# WHAT IS BEING ASKED
Gather, from the data below, each line in which the word "grid" occurs.

»»

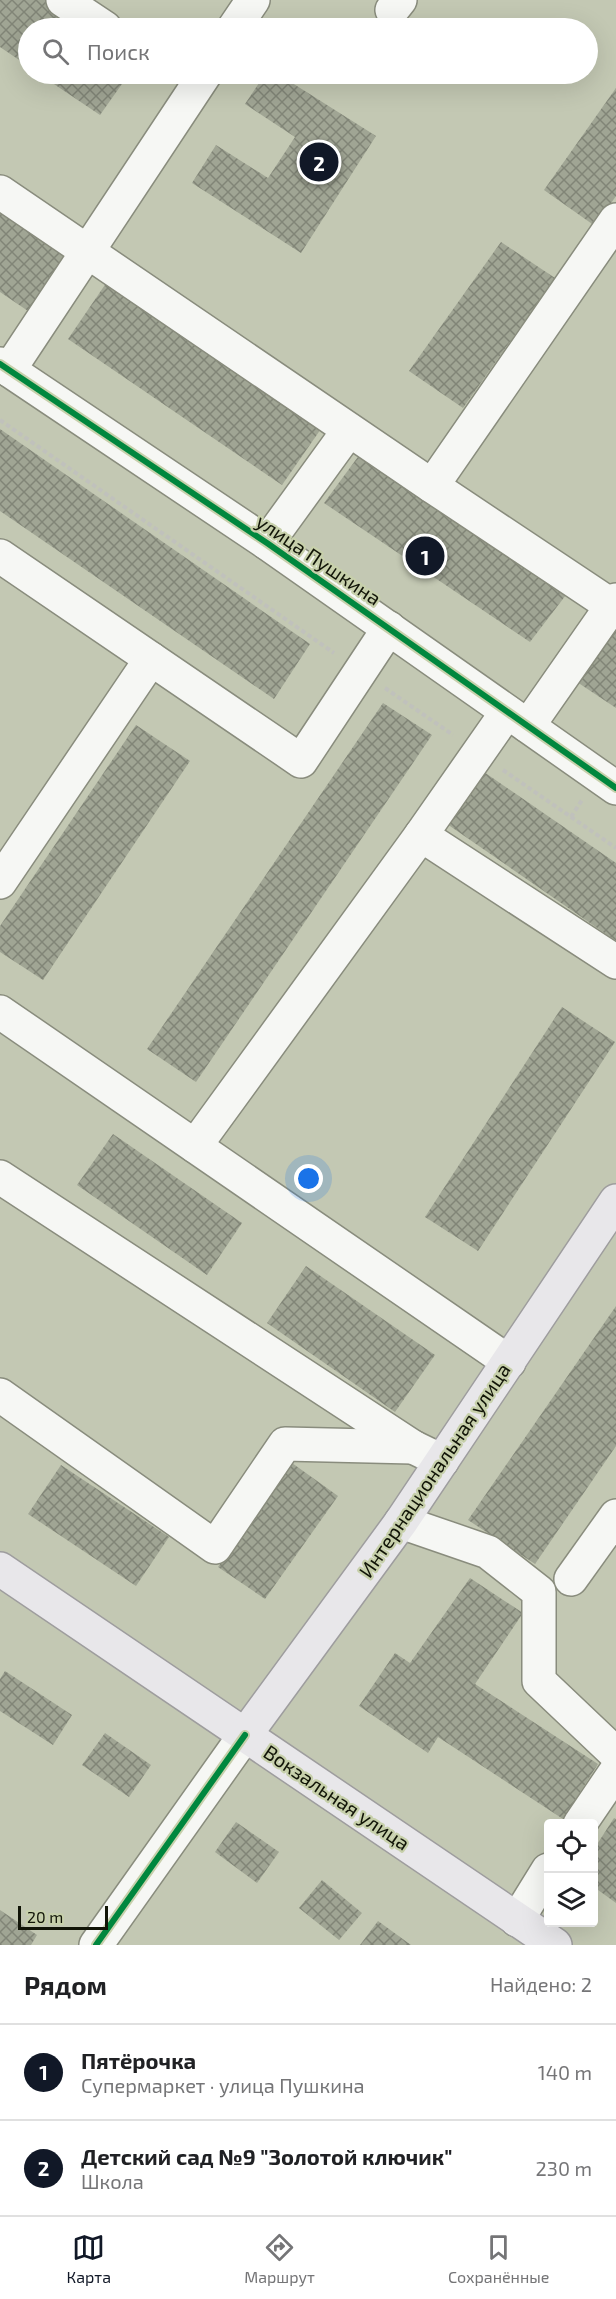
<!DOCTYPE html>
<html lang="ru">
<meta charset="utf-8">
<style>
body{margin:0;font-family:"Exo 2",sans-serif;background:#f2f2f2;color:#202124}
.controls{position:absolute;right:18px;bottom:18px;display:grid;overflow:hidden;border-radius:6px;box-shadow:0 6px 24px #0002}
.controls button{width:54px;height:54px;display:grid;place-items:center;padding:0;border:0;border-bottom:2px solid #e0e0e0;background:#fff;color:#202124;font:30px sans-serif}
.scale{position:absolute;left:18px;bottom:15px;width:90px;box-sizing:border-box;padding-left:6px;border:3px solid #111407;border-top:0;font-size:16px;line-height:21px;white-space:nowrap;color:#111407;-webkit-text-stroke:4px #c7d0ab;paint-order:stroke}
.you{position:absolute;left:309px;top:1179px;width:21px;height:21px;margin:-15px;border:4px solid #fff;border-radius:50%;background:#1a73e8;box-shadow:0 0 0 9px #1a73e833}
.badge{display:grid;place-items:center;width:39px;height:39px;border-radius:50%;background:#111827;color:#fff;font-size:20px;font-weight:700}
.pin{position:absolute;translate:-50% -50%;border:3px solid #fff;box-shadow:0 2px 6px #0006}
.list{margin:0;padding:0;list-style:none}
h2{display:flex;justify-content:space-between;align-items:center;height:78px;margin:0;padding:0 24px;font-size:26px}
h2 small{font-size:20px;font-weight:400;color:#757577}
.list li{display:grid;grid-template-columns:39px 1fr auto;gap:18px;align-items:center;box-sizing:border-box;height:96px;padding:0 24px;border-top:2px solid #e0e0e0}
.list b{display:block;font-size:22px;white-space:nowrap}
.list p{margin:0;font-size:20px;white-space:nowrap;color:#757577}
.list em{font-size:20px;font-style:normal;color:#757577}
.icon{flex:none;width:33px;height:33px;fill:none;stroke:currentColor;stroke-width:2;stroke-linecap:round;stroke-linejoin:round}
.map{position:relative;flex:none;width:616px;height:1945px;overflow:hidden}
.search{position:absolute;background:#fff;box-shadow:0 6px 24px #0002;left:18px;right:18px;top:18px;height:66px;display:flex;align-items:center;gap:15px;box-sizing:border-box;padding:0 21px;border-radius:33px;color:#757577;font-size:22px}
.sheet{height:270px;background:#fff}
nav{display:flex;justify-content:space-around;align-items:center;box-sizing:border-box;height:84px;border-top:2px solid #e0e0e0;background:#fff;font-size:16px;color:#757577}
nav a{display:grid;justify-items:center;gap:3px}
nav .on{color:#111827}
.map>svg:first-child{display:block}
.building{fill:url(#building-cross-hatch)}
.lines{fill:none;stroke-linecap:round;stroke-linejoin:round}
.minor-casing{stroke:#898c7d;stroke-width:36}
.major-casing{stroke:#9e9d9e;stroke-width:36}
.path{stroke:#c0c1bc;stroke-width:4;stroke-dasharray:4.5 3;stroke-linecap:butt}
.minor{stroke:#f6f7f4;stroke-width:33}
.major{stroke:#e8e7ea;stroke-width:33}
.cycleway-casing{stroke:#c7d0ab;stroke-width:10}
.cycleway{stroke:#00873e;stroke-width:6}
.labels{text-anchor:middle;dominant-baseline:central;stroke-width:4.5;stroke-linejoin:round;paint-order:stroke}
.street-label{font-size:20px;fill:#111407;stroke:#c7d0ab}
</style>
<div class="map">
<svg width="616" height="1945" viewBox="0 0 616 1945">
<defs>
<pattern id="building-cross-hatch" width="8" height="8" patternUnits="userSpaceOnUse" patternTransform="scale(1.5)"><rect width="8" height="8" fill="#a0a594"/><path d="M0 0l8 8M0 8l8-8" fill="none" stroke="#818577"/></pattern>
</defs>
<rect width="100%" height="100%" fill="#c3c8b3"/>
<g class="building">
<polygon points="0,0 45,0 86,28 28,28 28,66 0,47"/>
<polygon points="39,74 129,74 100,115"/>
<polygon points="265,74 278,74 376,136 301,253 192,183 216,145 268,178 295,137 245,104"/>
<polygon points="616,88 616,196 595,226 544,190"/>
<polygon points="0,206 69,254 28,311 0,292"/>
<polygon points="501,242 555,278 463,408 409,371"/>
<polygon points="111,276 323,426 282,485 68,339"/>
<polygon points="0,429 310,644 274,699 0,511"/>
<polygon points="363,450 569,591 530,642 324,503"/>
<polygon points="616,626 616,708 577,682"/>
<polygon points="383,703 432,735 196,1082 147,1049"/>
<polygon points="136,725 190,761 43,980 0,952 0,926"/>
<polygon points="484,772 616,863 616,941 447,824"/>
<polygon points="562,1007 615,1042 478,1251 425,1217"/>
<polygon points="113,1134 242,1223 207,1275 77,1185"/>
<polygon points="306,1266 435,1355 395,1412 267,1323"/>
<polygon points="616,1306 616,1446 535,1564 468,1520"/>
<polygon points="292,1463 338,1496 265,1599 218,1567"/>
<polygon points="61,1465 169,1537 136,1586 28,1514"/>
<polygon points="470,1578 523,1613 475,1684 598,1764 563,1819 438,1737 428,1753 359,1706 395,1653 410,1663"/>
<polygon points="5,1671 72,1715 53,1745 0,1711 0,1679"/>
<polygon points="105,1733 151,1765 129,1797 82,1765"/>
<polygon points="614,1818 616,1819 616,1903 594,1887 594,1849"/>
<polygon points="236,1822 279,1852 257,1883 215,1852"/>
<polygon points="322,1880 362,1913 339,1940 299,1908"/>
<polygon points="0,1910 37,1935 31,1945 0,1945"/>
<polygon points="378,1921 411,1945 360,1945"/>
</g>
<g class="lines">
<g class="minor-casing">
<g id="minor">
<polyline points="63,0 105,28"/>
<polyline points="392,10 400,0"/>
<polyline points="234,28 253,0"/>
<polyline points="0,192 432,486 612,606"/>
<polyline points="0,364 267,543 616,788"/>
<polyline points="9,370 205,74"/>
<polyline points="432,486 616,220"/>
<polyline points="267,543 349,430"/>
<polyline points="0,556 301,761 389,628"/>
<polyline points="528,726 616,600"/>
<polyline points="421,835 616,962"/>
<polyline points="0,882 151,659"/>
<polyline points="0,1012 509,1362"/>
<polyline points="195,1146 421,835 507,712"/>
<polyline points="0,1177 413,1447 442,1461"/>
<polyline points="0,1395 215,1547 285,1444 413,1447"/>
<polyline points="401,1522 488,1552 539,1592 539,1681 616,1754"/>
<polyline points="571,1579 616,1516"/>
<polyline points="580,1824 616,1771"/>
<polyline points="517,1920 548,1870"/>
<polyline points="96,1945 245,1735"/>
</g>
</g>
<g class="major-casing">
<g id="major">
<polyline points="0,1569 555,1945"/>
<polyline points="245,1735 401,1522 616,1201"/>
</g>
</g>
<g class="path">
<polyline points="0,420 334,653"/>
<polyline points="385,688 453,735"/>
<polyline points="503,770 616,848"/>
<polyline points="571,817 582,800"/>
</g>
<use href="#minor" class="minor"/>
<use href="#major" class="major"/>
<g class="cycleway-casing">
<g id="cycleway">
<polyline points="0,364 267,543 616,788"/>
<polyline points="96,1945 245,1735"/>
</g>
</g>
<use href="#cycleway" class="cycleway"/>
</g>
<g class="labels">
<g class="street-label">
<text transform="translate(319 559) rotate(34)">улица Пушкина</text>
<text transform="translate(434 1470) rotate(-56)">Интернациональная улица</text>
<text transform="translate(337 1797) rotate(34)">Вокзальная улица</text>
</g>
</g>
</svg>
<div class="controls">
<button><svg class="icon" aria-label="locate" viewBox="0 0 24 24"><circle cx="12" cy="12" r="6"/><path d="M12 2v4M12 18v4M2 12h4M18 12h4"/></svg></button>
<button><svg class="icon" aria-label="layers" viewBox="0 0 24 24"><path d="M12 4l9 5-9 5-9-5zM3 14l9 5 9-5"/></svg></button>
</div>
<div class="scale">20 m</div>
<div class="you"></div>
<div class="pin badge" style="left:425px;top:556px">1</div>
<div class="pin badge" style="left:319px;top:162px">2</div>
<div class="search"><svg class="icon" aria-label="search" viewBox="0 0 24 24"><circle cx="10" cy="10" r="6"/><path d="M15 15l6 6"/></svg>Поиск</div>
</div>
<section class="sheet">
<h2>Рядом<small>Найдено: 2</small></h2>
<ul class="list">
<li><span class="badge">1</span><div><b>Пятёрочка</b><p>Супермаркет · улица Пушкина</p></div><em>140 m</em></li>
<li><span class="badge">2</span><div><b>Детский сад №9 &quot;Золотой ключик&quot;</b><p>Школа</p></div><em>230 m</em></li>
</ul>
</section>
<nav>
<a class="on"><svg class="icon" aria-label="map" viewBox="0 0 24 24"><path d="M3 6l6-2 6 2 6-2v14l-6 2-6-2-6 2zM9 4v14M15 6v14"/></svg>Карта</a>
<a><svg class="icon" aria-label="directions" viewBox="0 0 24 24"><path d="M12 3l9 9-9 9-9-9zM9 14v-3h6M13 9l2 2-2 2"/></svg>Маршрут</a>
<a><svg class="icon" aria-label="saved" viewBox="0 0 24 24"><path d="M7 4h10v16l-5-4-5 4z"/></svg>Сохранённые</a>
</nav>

««

# EXPECTED ANSWER
.controls{position:absolute;right:18px;bottom:18px;display:grid;overflow:hidden;border-radius:6px;box-shadow:0 6px 24px #0002}
.controls button{width:54px;height:54px;display:grid;place-items:center;padding:0;border:0;border-bottom:2px solid #e0e0e0;background:#fff;color:#202124;font:30px sans-serif}
.badge{display:grid;place-items:center;width:39px;height:39px;border-radius:50%;background:#111827;color:#fff;font-size:20px;font-weight:700}
.list li{display:grid;grid-template-columns:39px 1fr auto;gap:18px;align-items:center;box-sizing:border-box;height:96px;padding:0 24px;border-top:2px solid #e0e0e0}
nav a{display:grid;justify-items:center;gap:3px}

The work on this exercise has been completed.